DATA FOR ANALYSIS START
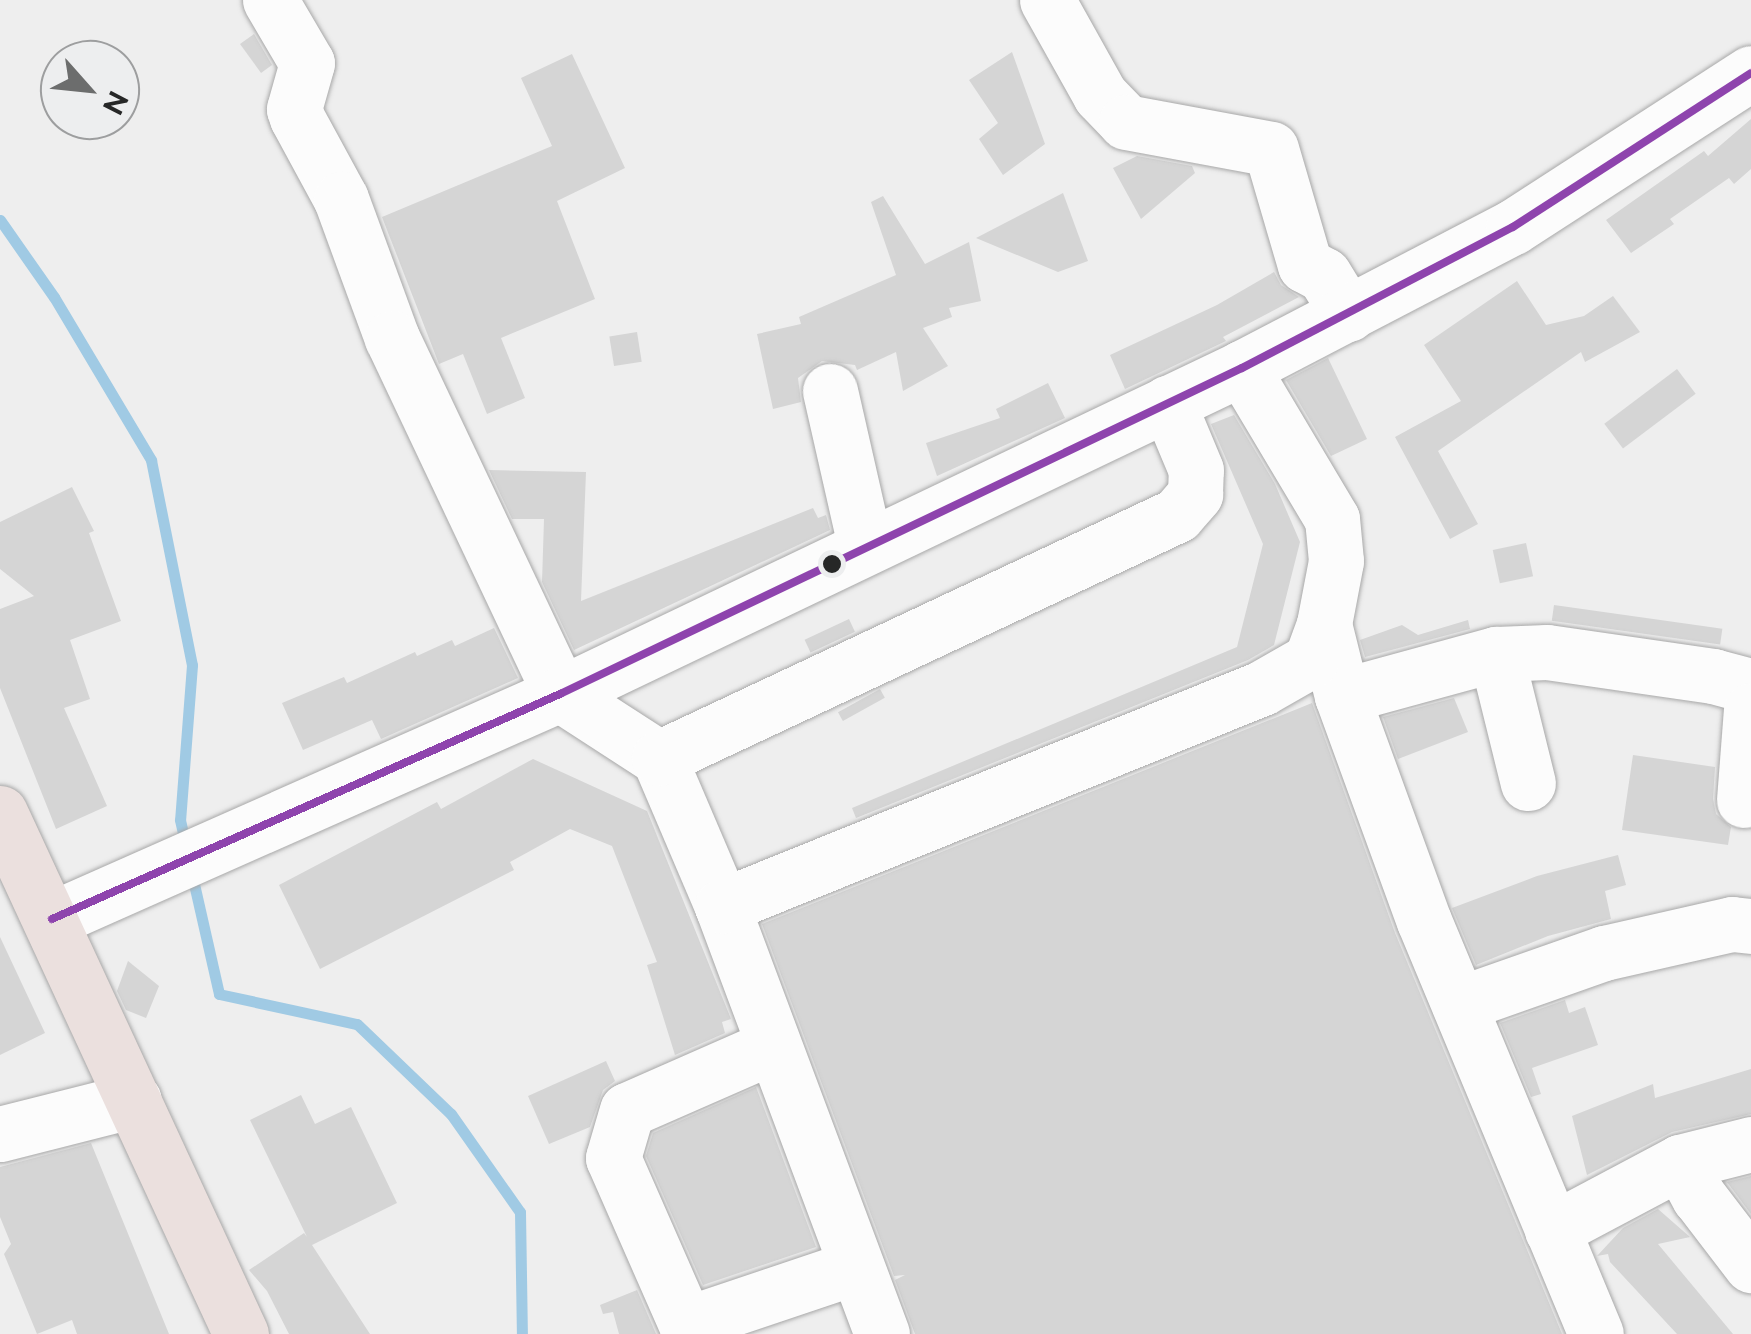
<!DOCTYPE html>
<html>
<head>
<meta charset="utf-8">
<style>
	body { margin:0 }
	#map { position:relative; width:1751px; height:1334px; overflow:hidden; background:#eee; font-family:Raleway,sans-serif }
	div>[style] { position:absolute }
	.stream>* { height:11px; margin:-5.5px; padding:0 5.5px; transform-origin:5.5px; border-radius:5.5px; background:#a0cae4 }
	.building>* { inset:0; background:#d5d5d5; transform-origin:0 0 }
	.roads { filter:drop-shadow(0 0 2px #a8a8a8) drop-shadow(0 0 2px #a8a8a8) }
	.minor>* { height:55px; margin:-27.5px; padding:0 27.5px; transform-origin:27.5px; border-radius:27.5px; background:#fcfcfc }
	.highway>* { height:55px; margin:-27.5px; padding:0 27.5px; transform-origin:27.5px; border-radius:27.5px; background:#ebe0de }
	.bus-1>* { height:8px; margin:-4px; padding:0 4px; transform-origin:4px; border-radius:4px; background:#8e44ad }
	.dots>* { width:28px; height:28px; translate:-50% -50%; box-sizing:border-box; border:5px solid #edeeef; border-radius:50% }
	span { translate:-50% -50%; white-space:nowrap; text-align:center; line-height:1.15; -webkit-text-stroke:8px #edeeef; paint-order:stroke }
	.north { position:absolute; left:40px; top:40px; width:100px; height:100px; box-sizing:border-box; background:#edeeef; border:2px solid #9d9e9f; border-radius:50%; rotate:117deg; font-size:28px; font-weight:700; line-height:40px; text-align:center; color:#262727 }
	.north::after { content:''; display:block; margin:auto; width:35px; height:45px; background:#6c6d6d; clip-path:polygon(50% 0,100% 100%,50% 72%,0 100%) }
</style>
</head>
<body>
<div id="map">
	<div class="stream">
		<div style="left:0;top:220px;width:94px;rotate:55deg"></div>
		<div style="left:54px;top:297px;width:190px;rotate:59.2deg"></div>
		<div style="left:151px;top:460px;width:209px;rotate:78.7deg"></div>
		<div style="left:192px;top:665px;width:155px;rotate:94.4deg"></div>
		<div style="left:180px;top:820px;width:23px;rotate:77deg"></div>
		<div style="left:192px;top:875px;width:122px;rotate:77.2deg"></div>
		<div style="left:219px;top:994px;width:141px;rotate:12.3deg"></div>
		<div style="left:357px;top:1024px;width:130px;rotate:43.8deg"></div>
		<div style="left:451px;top:1114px;width:120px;rotate:54.9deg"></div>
		<div style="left:520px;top:1212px;width:122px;rotate:89.1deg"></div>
	</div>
	<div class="building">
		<div style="clip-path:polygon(254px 34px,272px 65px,261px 73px,240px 44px)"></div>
		<div style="clip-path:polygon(1012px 52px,1045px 144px,1003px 175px,979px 139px,998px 123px,969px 80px)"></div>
		<div style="clip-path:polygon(572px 54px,625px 168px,557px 201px,595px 299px,501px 338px,525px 398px,487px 414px,463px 354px,439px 364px,382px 217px,552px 146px,521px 78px)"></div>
		<div style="clip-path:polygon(1751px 119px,1751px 169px,1734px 184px,1729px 178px,1670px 219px,1674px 224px,1631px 253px,1606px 220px,1704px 151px,1708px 156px)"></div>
		<div style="clip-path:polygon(1137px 156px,1192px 166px,1195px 173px,1141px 219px,1113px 168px)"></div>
		<div style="clip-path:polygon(1063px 193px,1088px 261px,1058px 272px,976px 238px)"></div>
		<div style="clip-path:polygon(883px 196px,925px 264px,969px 242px,981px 301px,949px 308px,952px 317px,923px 328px,948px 366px,903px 391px,896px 352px,857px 370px,855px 365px,822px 361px,798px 378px,801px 402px,773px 409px,757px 334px,801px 324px,799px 317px,896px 275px,871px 202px)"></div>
		<div style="clip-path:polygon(1274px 272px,1281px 285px,1299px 297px,1223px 337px,1226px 341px,1125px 389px,1110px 355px,1217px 305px)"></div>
		<div style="clip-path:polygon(1517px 281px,1546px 325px,1584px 316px,1613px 296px,1640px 332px,1585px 362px,1581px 352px,1438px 451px,1478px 524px,1450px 539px,1395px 437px,1461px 401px,1424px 345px)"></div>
		<div style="left:637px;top:332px;width:30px;height:28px;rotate:81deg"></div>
		<div style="clip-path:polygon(1328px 358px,1367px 439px,1331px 456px,1286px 380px)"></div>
		<div style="left:1677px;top:369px;width:31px;height:91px;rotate:53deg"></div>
		<div style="clip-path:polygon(1048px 383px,1065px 418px,937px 476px,926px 443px,1000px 418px,996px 409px)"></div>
		<div style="clip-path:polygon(1234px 415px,1275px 484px,1300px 542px,1274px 645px,1248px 660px,856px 818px,852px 808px,1237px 647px,1263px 544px,1211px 424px)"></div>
		<div style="clip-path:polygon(489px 470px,586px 472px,581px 601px,813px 508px,818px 518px,826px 515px,830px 530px,574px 650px,542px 582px,544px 519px,512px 519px)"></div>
		<div style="clip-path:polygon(72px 487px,94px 531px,89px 533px,121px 621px,70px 640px,90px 699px,64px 708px,107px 806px,56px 829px,0 688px,0 609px,34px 596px,0 569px,0 522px)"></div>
		<div style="left:1526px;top:543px;width:34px;height:34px;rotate:78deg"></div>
		<div style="left:1554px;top:605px;width:170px;height:16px;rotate:8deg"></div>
		<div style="left:849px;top:619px;width:14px;height:49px;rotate:65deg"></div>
		<div style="clip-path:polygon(1468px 620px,1470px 629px,1365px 657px,1360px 640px,1402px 625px,1418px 635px)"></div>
		<div style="clip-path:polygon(494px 628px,518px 678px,381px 739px,372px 720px,303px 750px,282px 703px,344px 677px,347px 683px,415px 652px,417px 656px,452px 640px,455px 646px)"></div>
		<div style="left:880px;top:689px;width:10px;height:48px;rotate:61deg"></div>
		<div style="clip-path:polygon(1454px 698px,1468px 732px,1398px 759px,1383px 717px)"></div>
		<div style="clip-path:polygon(1312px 703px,1395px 933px,1562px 1334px,915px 1334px,895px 1280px,905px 1275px,894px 1276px,762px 924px)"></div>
		<div style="clip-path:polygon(1633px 755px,1715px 767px,1713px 799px,1716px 814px,1731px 827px,1728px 845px,1622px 830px)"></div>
		<div style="clip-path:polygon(533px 759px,647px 811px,731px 1019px,722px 1022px,725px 1033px,675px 1055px,647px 965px,657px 962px,612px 846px,570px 829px,510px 862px,514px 870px,320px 969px,279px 885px,437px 802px,441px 809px)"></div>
		<div style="clip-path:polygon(1618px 855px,1626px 885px,1605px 891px,1611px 919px,1548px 936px,1476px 965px,1452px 908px,1537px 876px)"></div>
		<div style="clip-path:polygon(0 937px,45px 1033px,0 1055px)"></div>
		<div style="clip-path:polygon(128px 961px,159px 986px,146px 1018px,126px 1010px,117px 991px)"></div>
		<div style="clip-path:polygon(1565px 1000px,1569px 1013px,1585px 1007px,1598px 1045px,1532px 1068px,1541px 1094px,1531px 1097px,1500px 1023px)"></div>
		<div style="clip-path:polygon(606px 1061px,615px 1081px,603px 1090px,590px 1127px,549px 1144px,528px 1096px)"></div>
		<div style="clip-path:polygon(1751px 1069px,1751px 1114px,1672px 1132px,1587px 1175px,1572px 1116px,1653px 1084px,1655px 1098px)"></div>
		<div style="clip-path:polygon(756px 1087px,816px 1247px,703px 1285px,646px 1156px,653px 1133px)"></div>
		<div style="clip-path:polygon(301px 1095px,315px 1124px,351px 1107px,397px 1203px,312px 1245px,370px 1334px,289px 1334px,267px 1291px,249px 1270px,304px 1233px,307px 1237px,250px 1120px)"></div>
		<div style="clip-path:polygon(91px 1143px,169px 1334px,77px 1334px,72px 1320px,37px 1334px,4px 1254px,11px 1244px,0 1217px,0 1167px)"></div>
		<div style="clip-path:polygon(1751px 1176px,1751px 1214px,1727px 1182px)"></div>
		<div style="clip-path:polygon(1658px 1209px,1690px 1237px,1658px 1244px,1733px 1334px,1677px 1334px,1610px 1262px,1608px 1254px,1597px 1256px,1623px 1228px)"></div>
		<div style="clip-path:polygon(637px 1290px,656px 1334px,619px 1334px,613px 1312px,603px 1314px,600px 1305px)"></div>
	</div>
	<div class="roads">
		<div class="minor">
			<div style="left:270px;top:0;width:73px;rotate:59.6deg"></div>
			<div style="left:307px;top:63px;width:48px;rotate:105.8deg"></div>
			<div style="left:294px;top:109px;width:9px;rotate:72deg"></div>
			<div style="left:297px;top:118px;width:92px;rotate:61.5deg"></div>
			<div style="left:341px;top:199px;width:148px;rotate:69.9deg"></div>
			<div style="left:392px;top:338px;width:394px;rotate:64.7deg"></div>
			<div style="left:560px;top:694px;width:118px;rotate:32.9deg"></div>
			<div style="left:659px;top:758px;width:161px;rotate:66.9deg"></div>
			<div style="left:1047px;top:0;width:109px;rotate:60.8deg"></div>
			<div style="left:1100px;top:95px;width:37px;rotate:46deg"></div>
			<div style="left:1126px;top:122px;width:147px;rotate:10.5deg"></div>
			<div style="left:1271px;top:149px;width:121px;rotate:73.7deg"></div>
			<div style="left:1305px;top:265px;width:21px;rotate:28deg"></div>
			<div style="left:1324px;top:275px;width:46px;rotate:58.4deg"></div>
			<div style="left:830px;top:391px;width:158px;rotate:77.2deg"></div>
			<div style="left:1324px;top:624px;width:74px;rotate:76deg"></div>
			<div style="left:1342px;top:696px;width:239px;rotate:70deg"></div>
			<div style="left:1424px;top:921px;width:447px;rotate:67.4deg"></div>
			<div style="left:1496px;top:654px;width:133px;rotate:76.1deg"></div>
			<div style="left:1342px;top:696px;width:160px;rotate:-15.3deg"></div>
			<div style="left:1496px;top:654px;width:51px;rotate:-2.2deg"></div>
			<div style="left:1547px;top:652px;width:168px;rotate:8.2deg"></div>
			<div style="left:1713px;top:676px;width:39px;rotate:15deg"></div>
			<div style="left:659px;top:758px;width:572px;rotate:-25.13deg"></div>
			<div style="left:1177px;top:515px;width:28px;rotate:-49deg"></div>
			<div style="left:1195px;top:494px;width:24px;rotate:-88deg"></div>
			<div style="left:1196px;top:470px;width:73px;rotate:-112.7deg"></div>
			<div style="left:1744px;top:800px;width:90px;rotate:-85.6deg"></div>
			<div style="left:52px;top:919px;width:556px;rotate:-23.89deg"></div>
			<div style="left:560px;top:694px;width:756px;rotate:-25.55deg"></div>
			<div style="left:1242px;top:368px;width:305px;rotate:-27.5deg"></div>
			<div style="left:1513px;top:227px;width:283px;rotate:-32.9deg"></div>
			<div style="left:1459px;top:1004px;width:154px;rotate:-19.4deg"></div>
			<div style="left:1604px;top:953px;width:131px;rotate:-12.8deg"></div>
			<div style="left:1732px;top:924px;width:19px;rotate:6deg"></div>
			<div style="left:773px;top:1046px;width:159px;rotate:156.3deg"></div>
			<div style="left:627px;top:1110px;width:50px;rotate:106.3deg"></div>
			<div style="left:613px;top:1158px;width:181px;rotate:66.3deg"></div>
			<div style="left:686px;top:1324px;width:178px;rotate:-18.6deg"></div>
			<div style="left:0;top:1134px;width:138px;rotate:-14.2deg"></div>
			<div style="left:1680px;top:1162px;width:73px;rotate:-14.2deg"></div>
			<div style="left:1552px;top:1230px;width:145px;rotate:-28deg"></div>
			<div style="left:1680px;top:1162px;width:40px;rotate:62deg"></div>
			<div style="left:1699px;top:1197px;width:86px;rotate:52.6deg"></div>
			<div style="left:882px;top:1334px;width:457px;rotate:-110.5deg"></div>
			<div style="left:722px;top:906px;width:582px;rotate:-21.98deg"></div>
			<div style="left:1262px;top:688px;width:56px;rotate:-29.7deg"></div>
			<div style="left:1311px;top:660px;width:38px;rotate:-70deg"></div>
			<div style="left:1324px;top:624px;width:64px;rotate:-79.2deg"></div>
			<div style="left:1336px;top:561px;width:42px;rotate:-95.4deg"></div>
			<div style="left:1332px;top:519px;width:176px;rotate:-120.8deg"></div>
		</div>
		<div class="highway">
			<div style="left:0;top:813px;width:574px;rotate:65.18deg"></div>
		</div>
	</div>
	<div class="bus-1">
		<div style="left:52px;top:919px;width:556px;rotate:-23.89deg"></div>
		<div style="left:560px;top:694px;width:756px;rotate:-25.55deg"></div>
		<div style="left:1242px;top:368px;width:305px;rotate:-27.5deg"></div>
		<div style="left:1513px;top:227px;width:283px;rotate:-32.9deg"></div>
	</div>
	<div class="dots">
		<div style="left:832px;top:564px;background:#262727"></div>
	</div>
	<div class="north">N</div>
</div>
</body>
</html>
DATA FOR ANALYSIS END
WHAT YOU WILL DO:
Copy out every line of the records that the string "text" appears in.

EXPECTED ANSWER:
	span { translate:-50% -50%; white-space:nowrap; text-align:center; line-height:1.15; -webkit-text-stroke:8px #edeeef; paint-order:stroke }
	.north { position:absolute; left:40px; top:40px; width:100px; height:100px; box-sizing:border-box; background:#edeeef; border:2px solid #9d9e9f; border-radius:50%; rotate:117deg; font-size:28px; font-weight:700; line-height:40px; text-align:center; color:#262727 }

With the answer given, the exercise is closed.